[What to do] Each line from the start of the entries through the line that contains "Quick job: Extract" should be output exactly, please.

Dataset records Start Marker

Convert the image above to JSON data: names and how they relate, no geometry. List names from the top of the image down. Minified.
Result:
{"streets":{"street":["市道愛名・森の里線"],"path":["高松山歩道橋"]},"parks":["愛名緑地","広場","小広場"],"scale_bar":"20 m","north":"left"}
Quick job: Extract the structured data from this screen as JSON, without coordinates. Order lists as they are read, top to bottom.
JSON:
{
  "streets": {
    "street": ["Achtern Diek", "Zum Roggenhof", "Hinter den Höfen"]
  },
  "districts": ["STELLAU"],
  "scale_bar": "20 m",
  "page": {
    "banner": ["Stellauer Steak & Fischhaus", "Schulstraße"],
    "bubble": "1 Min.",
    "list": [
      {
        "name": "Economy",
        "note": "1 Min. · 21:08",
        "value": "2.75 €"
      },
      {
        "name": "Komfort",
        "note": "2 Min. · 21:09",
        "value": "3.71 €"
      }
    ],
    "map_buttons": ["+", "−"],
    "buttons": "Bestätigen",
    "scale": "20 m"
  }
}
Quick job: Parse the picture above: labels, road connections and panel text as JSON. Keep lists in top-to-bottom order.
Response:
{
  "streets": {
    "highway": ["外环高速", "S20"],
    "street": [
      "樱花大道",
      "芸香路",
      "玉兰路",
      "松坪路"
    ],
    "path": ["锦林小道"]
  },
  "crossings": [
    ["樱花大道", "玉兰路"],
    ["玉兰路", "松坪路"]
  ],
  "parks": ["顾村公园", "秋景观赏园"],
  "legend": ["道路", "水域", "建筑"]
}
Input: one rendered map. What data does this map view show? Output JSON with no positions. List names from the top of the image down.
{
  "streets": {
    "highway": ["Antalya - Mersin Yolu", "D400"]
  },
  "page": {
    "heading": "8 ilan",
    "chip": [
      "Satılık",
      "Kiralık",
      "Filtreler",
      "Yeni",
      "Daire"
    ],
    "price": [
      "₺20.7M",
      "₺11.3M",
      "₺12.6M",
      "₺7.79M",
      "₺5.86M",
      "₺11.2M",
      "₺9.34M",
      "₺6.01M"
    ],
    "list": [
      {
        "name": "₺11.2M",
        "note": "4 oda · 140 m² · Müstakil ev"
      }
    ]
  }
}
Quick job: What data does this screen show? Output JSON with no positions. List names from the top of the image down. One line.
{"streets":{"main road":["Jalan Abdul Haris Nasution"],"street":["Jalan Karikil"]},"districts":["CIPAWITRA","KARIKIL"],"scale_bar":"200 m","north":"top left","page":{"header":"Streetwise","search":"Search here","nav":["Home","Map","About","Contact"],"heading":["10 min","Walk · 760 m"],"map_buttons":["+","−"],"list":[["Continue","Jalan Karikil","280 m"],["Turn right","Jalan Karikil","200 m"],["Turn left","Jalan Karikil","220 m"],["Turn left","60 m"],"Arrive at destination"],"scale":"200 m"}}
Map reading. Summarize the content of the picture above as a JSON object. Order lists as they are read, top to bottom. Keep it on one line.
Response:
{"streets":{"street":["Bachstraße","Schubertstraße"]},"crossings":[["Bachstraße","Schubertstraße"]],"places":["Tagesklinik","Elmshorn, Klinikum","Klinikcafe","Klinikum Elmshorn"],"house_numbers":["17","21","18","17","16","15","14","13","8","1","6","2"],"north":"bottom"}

Dataset records End Marker

[Exercise solution]
Convert the image above to JSON data: names and how they relate, no geometry. List names from the top of the image down. Minified.
Result:
{"streets":{"street":["市道愛名・森の里線"],"path":["高松山歩道橋"]},"parks":["愛名緑地","広場","小広場"],"scale_bar":"20 m","north":"left"}
Quick job: Extract the structured data from this screen as JSON, without coordinates. Order lists as they are read, top to bottom.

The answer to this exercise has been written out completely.